Castello di Rivoli: Ein Museum für zeitgenössische Kunst bei Turin

Castello di Rivoli: Ein Museum für zeitgenössische Kunst bei Turin
Castello di Rivoli. Museum für zeitgenössische Kunst bei Turin. Foto: Ulrike Schmid

Sonntagmorgen in Turin. Ein warmer Septembertag. Mein erster kompletter Tag in Turin. Meine erste kulturelle Aktivität: Ein Museumsbesuch vor den Toren der Stadt. Das 20 km entfernte Rivoli mein Ziel. Die dortigen Hauptattraktionen? Für mich die Villa Cerruti (zu meinem Artikel) und das zum Museum für zeitgenössische Kunst umgestaltete Schloss – das Castello di Rivoli.

Abriss der Geschichte des Castello di Rivoli

Im Jahr 1159 wurde erstmals ein befestigtes Gebäude an dieser Stelle erwähnt. Ende des 17. Jahrhunderts wurde dieser Bau zerstört und aus Terrakottaziegeln ein Schloss erbaut. Es blieb unvollendet. Das Schloss war Eigentum der Bischöfe von Turin. 1247 wurde es Teil der Savoyer Herrschaft und folgte dem Schicksal der Dynastie bis 1883. Es wurde an die Stadt Rivoli verkauft. War Kaserne. Wurde besetzt, geplündert und bombardiert. Es zogen Werkstätten, Geschäfte, ein Sägewerk im Hof und Ställe ein. Es war Schutzort für Vertriebene. Nach jahrzehntelanger Vernachlässigung wurde 1979 mit den Restaurierungsarbeiten begonnen. Im Dezember 1984 öffnete das Castello di Rivoli seine Türen als Museum für zeitgenössische Kunst.

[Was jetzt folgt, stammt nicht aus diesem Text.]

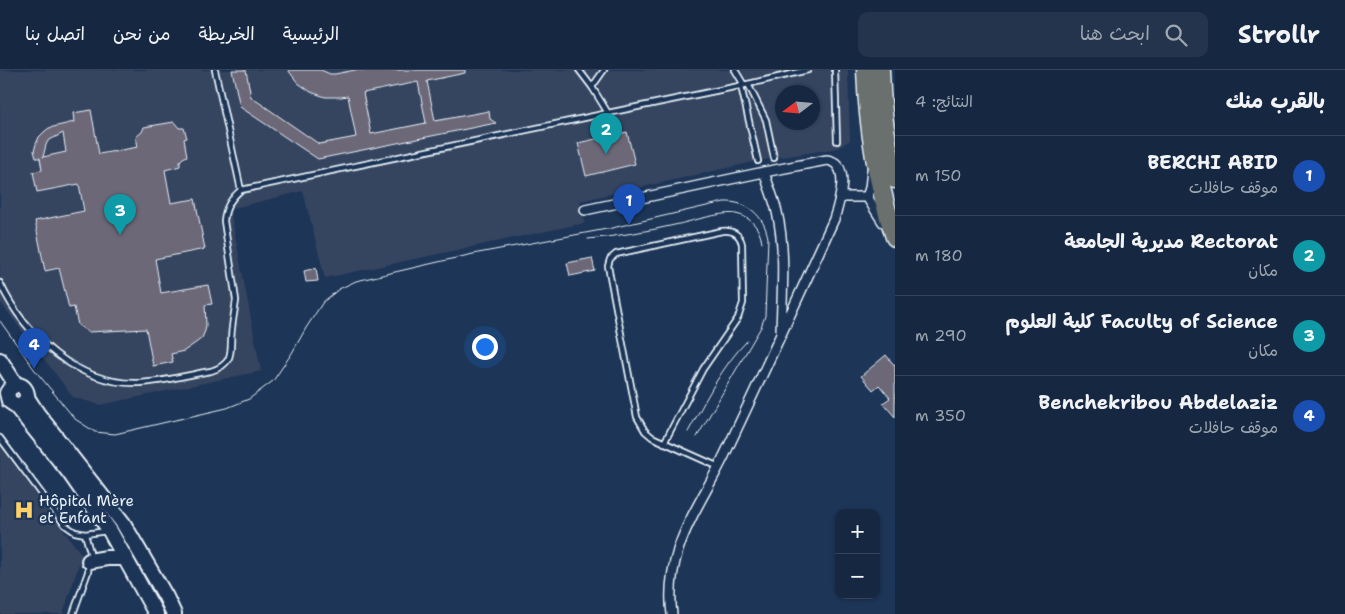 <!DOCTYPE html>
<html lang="ar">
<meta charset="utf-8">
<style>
:root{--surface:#162841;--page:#23344c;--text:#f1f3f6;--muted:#9ea6b1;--line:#35445a;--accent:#95b2f1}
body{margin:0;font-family:"Shantell Sans","Playpen Sans Arabic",sans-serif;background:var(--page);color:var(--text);direction:rtl}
.controls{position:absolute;right:15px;bottom:15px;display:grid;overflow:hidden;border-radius:10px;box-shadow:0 1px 4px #0004}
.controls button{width:45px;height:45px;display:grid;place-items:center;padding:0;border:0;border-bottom:1px solid var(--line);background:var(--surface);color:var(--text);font:25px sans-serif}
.compass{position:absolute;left:775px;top:15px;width:45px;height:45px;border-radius:50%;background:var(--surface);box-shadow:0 1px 4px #0004;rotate:254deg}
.you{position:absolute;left:484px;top:276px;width:18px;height:18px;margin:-12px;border:4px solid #fff;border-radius:50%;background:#1a73e8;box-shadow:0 0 0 8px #1a73e833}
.badge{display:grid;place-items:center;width:32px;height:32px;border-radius:50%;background:var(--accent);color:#fff;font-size:16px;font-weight:700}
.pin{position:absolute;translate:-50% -41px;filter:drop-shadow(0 1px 2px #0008)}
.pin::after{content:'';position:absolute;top:26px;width:18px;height:15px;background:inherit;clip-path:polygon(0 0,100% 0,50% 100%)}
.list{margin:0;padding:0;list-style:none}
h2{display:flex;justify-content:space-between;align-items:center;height:65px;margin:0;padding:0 20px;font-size:21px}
h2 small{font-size:16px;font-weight:400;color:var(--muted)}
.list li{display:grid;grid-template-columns:32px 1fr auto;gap:15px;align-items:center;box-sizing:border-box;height:80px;padding:0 20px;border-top:1px solid var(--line)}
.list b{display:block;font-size:19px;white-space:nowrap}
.list p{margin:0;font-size:16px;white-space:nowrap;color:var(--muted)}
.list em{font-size:16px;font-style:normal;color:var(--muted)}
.icon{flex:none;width:28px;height:28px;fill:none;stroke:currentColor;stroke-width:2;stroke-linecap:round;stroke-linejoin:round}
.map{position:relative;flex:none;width:895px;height:544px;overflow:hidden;direction:ltr}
header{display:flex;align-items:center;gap:30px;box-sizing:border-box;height:70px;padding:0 25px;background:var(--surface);border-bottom:1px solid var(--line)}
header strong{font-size:24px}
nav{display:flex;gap:28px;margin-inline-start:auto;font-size:18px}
.search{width:350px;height:45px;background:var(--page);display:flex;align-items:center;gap:12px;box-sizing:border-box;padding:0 18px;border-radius:10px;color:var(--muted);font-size:19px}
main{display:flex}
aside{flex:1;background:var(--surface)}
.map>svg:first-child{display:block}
</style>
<header>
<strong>Strollr</strong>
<div class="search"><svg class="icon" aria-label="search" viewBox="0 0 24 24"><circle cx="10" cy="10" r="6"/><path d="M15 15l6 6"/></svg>ابحث هنا</div>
<nav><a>الرئيسية</a><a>الخريطة</a><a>من نحن</a><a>اتصل بنا</a></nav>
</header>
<main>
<aside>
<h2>بالقرب منك<small>النتائج: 4</small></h2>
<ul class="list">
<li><span class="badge" style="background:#1a4fb4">1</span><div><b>BERCHI ABID</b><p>موقف حافلات</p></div><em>150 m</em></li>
<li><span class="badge" style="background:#0f9aa8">2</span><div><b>Rectorat مديرية الجامعة</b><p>مكان</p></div><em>180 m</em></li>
<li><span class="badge" style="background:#0f9aa8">3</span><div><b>Faculty of Science كلية العلوم</b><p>مكان</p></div><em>290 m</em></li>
<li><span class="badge" style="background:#1a4fb4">4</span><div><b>Benchekribou Abdelaziz</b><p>موقف حافلات</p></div><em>350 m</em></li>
</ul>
</aside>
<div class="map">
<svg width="895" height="544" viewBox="0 0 895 544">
<rect width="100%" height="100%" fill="#1d3557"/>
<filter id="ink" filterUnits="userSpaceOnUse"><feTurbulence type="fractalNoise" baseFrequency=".02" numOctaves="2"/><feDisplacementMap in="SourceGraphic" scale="10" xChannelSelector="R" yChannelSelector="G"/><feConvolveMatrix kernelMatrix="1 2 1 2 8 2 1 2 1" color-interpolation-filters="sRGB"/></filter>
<g filter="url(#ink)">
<!-- built -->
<g fill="#354461" fill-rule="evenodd">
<path d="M 0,0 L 848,0 L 850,70 L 838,78 L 758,91 L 580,131 L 585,153 L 325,208 L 303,121 L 230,139 L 261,301 L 100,335 L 73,327 L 0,232 ZM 782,22 L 812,22 L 812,52 L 782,52 Z"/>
<polygon points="0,376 82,485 63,544 0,544"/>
</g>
<!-- building -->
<g fill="#6c6778" stroke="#e8f1f8" fill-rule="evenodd">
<path d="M 232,0 L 246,0 L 251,27 L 319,74 L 356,67 L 348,26 L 341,27 L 325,27 L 311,22 L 298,13 L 288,0 L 321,0 L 330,4 L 335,4 L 355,0 L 465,0 L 465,3 L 427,11 L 435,51 L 489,41 L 490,49 L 496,53 L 318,89 L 240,37 ZM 418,12 L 426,53 L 371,64 L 363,23 Z"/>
<path d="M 91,40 L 99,84 L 138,77 L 136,67 L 142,62 L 144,57 L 174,52 L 179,58 L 184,58 L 187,68 L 184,69 L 187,86 L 183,88 L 180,91 L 180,96 L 165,100 L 171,133 L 195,129 L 205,179 L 155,189 L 161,223 L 208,215 L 212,234 L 205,235 L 206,255 L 205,261 L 202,268 L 197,272 L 184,281 L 171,284 L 173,292 L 153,296 L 146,259 L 88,262 L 78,255 L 74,237 L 69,238 L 59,198 L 45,201 L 35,151 L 84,141 L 79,114 L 37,122 L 33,102 L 42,100 L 40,88 L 36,88 L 34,81 L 36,74 L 39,67 L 44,62 L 49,58 L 74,52 L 73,43 ZM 63,63 L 66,82 L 43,87 L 46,75 L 48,71 Z"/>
<polygon points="627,62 635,94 586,106 578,73"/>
<polygon points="592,188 595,201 570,206 567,193"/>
<polygon points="316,198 318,211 306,212 304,201"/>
<polygon points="886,285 895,296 895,347 883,333 890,328 879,315 873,320 861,306"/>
</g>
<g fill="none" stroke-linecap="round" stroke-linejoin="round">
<defs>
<g id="lane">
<polyline points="215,0 241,120"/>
<polyline points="579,0 592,17"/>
<polyline points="604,0 592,17 608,43 744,15"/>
<polyline points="735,0 744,15 808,0"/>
<polyline points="835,0 837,71"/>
<polyline points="748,14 766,50 774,88"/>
<polyline points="741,16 758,91"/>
<path d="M 0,213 C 25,266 77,315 139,313 C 163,312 187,305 211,301 C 237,293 229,278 232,258 C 233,248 235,239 236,230 L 224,151 C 225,138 231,128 241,120 L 608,43"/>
<polyline points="0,368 65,455 75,462 85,464 107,461"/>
<path d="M 664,373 L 703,299 L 738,248 L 743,233 L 742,174 C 740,164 732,160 722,161 L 616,184 L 610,189 L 608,196 L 637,347 L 645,361 L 652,367 L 719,397"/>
<polyline points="73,544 88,502 90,482 85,464"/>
</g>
<g id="street">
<path d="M 764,102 C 768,115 774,129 777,142 C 786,181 782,222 781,262"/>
<polyline points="841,127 867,127"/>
<polyline points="867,127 870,118 872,100"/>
<polyline points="867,127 883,152"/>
<path d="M 585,140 L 764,102 L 827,90 C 852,93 839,134 834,149 C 798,228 762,306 725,384 C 710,416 689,446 678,480 C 672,500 669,523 672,544"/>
</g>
<g id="secondary">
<polyline points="0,290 16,315"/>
<path d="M 27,327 C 24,336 16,337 9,331 L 7,323 C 11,315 21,311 26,321 C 27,323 27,326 28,329 C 31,334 34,338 37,343 L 123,453 L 166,527 L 174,544"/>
<polyline points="15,335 69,402 110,461 156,544"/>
<polyline points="89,491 107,488 126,488"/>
</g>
<g id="highway">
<path d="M 866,0 C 868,56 877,113 895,167"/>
<path d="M 880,0 C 881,37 886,74 895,109"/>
</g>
</defs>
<!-- lane casing -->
<use href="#lane" stroke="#e8f1f8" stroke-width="8"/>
<!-- street casing -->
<use href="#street" stroke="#e8f1f8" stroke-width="12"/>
<!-- secondary casing -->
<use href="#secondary" stroke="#e8f1f8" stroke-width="18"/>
<!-- highway casing -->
<use href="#highway" stroke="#e8f1f8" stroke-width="21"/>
<!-- lane -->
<use href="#lane" stroke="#1d3557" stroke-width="4.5"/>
<!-- street -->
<use href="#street" stroke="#1d3557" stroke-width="9"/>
<!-- secondary -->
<use href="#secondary" stroke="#1d3557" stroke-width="14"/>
<!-- highway -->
<use href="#highway" stroke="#6b706d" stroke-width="18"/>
<!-- tram -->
<g stroke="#e8f1f8" stroke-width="1">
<path d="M 588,169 C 619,166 649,161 679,154 C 692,151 725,141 736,144 C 751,147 760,158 762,173"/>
<path d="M 0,251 L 34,299 L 75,349 L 95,362 L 115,364 L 227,338 L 249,329 L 273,311 L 292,283 L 306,258 L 323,232 L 339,219 L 356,211 L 473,184 L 612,158 L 724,132 C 747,131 764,145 768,168 L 765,246 L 761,257 L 697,367"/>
<path d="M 688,362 C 706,330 721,297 747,271"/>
</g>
</g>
</g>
<!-- icons -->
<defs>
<symbol id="hospital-bare" viewBox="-9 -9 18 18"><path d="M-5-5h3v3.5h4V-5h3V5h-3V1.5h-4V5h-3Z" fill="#ffd166" stroke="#1d3557" stroke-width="2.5" paint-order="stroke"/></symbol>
</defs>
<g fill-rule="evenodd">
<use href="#hospital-bare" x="10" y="426" width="28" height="28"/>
</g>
<g text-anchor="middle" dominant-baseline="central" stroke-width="5" stroke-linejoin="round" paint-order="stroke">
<!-- poi labels -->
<g font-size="15" fill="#e8f1f8" stroke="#1d3557" text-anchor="start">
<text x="39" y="431">Hôpital Mère<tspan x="39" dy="17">et Enfant</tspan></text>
</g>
</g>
</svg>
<div class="controls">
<button>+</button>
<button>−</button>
</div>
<svg class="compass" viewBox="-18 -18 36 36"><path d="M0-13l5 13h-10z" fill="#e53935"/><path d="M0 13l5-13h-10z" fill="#9ea6b1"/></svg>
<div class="you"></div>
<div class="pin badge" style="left:629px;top:155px;background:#1a4fb4">1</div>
<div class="pin badge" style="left:606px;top:84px;background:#0f9aa8">2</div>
<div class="pin badge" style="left:120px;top:165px;background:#0f9aa8">3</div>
<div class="pin badge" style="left:34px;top:299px;background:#1a4fb4">4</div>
</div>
</main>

Ich laufe von der Piazza Martiri della Libertà durch schmale Straßen hoch zum Schloss. Umrunde es und betrete den Innenhof von der Gartenseite her. Nicht ohne vorher noch den Blick über die Dächer Rivolis bis nach Turin gleiten zu lassen. Optisch erinnert mich das Gebäude eher an eine Schutzburg denn an ein Schloss.

Barocke Lebensart

Rechts von mir steht das Hauptgebäude, links der „Lange Arm“. Einst war er mit dem Haupthaus verbunden und beherbergte die herzogliche Kunstsammlung. Im Innenhof empfängt mich bereits das erste Kunstwerk: „Colonne“ von Pier Paolo Calzolari. Außerdem antike Säulen- und Mauerreste, Sockel, Durchgänge. Durch einen Rundbogen führt eine Treppe zum Eingang des Museums.

Castello di Rivoli: Ein Museum für zeitgenössische Kunst bei Turin
Innenhof des Museums für zeitgenössische Kunst, Castello di Rivoli bei Turin, mit dem Kunstwerk „Colonne“ von Pier Paolo Calzolari. Foto: Ulrike Schmid

Im Innern des Hauptgebäudes führt eine kühle, puristische Treppe in die Ausstellungsräume, die sich über mehrere Etagen erstrecken. Gegenüber im „Langen Arm“ befinden sich die Kasse, ein Museumsshop, ein Café mit Terrasse und Ausblick sowie weitere Ausstellungsräume.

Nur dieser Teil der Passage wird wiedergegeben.